Growth was steady – and then COVID hit. Customers saw the value of shopping online during lockdown and the business grew fourfold. That period was intense, but it validated the Modern Milkman model and set the business up for the future.
Where does Simon think the business is today and what will the recent investment allow Modern Milkman to achieve?
Today, Modern Milkman covers around 40% of the UK and is continuing to expand into the southwest and southeast. The business is also operating in five US states, so the potential for growth is huge.
The recent £10 million investment from Salica gives Modern Milkman the ability to accelerate that expansion, both geographically and in terms of its offering. While milk is still core, the longer-term vision is much bigger.
Modern Milkman wants to evolve its platform so that it helps households live more sustainably and conveniently – whether that’s through recycling collections, offering customers the chance to donate their food deliveries to charities and food banks, reducing waste, or making it easier to just “do the right thing” when there are so many other things to think about in a family household.
What trends and external factors does Simon think are influencing Modern Milkman’s business planning and future?
One of the biggest tensions Simon highlights is the balance between convenience and sustainability. Services like Uber and Deliveroo have completely reshaped expectations around speed and ease – but often at environmental cost especially as point to point delivery becomes increasingly unsustainable.
At the same time, consumer behaviour is shifting. Platforms like Vinted show the growth in the vintage and traditional product sector, demonstrating how people are willing to embrace reuse and more circular habits.
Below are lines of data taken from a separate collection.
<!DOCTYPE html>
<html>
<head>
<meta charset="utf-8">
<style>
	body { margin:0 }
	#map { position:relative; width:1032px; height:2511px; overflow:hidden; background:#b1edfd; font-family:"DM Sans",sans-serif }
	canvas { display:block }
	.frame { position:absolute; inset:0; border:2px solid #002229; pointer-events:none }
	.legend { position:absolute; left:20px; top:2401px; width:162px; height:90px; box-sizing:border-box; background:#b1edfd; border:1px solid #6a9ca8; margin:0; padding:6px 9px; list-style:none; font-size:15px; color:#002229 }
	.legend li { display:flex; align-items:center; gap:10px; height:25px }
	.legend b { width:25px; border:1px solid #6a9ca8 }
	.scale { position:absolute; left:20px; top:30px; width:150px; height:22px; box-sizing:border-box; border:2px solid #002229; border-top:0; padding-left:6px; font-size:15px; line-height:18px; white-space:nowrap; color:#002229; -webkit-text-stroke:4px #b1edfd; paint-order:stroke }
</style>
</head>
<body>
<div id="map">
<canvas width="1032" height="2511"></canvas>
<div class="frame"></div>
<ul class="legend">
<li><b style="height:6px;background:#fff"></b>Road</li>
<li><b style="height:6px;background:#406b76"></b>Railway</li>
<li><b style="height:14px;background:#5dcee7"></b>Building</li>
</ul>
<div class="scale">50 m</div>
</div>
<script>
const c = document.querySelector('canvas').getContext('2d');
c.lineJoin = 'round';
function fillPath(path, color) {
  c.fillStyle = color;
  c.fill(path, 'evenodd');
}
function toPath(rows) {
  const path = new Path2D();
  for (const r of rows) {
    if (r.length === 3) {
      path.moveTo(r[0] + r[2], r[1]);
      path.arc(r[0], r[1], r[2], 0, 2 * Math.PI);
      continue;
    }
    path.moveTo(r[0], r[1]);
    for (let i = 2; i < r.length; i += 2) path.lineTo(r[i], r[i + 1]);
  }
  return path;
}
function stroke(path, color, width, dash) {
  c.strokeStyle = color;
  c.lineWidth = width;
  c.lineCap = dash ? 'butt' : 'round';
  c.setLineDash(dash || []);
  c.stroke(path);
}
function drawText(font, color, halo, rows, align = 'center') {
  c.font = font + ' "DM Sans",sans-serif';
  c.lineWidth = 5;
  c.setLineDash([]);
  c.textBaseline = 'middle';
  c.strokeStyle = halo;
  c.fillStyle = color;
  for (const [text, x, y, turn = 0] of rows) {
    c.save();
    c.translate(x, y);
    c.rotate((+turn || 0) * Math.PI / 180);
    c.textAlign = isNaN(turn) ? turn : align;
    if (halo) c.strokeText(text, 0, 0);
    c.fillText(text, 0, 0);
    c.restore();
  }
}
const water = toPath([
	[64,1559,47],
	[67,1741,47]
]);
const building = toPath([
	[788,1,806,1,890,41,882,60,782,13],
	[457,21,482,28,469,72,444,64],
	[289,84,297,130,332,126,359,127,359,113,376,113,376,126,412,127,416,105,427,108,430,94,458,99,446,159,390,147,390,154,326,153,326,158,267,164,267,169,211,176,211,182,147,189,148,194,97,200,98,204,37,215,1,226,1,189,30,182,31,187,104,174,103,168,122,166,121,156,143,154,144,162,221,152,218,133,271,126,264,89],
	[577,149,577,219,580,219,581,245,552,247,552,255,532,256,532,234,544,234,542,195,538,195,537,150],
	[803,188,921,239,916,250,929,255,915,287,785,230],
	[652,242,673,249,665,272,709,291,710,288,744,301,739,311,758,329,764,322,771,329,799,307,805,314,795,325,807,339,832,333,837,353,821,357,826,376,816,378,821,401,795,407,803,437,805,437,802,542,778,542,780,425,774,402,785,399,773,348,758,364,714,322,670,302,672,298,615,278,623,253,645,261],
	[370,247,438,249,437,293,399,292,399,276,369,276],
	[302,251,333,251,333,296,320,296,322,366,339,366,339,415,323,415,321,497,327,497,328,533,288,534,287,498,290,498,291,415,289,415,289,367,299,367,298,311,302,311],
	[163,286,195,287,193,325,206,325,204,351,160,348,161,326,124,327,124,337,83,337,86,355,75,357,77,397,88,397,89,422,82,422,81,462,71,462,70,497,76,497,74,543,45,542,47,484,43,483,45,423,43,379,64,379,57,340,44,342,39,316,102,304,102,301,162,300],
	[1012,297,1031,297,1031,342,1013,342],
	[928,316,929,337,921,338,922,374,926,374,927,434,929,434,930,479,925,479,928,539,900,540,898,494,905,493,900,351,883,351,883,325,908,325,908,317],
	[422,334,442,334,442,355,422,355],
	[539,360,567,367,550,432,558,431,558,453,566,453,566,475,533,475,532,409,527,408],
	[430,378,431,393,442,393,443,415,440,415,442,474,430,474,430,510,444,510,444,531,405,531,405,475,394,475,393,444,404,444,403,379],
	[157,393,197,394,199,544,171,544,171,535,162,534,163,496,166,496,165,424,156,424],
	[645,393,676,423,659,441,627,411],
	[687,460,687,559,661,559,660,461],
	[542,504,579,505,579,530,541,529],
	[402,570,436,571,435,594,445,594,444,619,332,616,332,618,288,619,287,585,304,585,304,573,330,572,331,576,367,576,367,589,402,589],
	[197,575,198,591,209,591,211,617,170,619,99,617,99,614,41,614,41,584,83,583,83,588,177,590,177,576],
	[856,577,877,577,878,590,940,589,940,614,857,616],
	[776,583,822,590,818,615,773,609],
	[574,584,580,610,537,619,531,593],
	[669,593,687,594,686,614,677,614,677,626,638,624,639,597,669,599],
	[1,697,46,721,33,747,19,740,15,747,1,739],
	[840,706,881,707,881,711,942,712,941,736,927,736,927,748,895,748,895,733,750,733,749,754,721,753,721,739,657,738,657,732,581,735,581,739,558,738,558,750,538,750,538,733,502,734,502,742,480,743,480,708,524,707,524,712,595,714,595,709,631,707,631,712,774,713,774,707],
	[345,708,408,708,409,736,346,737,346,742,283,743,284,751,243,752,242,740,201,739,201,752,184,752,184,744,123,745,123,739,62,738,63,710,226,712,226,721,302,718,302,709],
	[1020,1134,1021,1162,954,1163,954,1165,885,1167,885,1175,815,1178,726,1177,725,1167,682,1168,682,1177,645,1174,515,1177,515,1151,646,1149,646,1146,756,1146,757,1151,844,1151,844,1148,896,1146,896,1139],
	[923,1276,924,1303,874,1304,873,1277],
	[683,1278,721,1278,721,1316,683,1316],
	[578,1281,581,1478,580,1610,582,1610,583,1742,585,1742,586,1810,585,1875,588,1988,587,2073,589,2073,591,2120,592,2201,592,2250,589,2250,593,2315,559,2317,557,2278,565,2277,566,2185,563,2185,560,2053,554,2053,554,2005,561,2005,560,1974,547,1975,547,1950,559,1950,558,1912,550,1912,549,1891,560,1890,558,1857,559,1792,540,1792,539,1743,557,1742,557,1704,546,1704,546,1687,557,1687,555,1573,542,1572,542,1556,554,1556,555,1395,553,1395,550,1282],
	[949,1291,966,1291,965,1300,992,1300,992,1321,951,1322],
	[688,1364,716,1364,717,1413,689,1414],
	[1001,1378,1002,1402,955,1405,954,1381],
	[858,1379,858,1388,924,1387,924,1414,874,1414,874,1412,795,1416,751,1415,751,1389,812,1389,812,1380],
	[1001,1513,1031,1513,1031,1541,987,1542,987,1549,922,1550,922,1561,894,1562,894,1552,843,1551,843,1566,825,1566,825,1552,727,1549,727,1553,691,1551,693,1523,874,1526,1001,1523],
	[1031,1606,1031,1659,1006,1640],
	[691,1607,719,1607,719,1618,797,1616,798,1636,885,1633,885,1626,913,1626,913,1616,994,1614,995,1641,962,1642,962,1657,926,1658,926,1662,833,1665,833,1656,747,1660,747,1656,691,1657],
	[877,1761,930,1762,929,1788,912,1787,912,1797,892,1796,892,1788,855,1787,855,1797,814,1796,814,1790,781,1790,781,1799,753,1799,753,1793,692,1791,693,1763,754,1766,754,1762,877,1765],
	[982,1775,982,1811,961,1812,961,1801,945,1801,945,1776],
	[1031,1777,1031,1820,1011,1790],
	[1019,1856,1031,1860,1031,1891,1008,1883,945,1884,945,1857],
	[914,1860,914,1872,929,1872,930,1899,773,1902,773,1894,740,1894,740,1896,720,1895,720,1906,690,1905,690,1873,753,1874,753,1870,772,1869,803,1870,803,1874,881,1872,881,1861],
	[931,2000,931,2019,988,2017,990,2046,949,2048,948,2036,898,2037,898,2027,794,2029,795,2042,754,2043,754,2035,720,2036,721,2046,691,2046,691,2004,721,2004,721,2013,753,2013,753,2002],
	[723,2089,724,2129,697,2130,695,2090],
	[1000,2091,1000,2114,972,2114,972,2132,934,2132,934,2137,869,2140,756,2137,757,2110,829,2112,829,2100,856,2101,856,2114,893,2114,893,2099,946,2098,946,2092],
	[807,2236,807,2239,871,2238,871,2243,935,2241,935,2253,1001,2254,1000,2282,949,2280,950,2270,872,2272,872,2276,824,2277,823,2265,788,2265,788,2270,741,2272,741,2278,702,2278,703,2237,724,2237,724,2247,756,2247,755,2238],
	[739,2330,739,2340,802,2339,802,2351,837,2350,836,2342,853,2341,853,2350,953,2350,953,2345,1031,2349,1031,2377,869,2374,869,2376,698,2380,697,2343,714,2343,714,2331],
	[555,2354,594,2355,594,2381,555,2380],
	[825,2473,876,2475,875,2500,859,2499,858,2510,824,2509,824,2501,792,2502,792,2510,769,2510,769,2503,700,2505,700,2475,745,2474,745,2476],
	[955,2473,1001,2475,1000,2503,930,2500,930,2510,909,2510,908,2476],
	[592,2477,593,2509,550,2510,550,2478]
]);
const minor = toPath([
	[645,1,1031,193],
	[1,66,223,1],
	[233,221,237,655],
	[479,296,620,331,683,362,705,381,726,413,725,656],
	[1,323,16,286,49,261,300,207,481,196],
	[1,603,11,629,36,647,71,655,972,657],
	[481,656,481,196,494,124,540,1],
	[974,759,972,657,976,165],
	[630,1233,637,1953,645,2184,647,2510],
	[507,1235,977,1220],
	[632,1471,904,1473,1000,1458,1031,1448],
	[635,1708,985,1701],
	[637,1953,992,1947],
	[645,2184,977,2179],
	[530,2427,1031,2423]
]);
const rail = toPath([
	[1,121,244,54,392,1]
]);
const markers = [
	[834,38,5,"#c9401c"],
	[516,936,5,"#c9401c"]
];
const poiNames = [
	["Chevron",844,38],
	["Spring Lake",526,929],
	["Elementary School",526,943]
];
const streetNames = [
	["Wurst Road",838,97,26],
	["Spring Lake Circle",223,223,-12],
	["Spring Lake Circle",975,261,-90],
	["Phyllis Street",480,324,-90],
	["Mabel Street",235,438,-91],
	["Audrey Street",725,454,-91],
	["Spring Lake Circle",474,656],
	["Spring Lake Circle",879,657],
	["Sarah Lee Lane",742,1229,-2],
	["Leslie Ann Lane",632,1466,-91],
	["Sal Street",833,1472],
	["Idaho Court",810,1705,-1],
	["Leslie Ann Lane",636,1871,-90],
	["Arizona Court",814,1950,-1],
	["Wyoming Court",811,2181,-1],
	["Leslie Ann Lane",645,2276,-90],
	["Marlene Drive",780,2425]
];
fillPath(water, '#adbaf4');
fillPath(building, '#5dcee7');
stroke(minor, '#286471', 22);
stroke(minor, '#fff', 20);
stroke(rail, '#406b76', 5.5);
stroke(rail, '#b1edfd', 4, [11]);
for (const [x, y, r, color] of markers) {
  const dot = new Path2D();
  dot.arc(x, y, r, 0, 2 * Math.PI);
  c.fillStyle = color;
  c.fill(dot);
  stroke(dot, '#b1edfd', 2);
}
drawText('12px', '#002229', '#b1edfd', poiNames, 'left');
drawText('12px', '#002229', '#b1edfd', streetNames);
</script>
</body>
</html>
Modern Milkman is trying to sit at that intersection: keeping convenience high while embedding sustainability into the everyday.
The company is also keen to demonstrate its own impact. As a certified B Corp, the company measures its social and environmental impact, supports food banks with surplus donations, gives customers ways to donate unused toys at Christmas time and offers its staff days off to volunteer every year.
We asked Simon what it’s like to work at Modern Milkman?
The business now has around 140 employees, with operations delivered through a franchise model.
Simon describes the culture as fast-paced and ambitious. It’s a scaling business, so change is constant. Teams are encouraged to be curious, brave and comfortable with pivoting when needed. Backed by a love of data, they support experimentation, innovation and people who like to make things happen.
What was it like working with the team at LLC and would Simon recommend working with them?
Simon spoke positively about the experience of working with the LLC team, describing it as smooth and collaborative. The engagement felt aligned and well managed – and yes, he would recommend working with them.
What started as an idea to “bring back milk rounds and make them brilliant” has evolved into something much bigger. Modern Milkman isn’t just about milk – it’s about rethinking how households operate, and making food sustainability practical, scalable and genuinely convenient.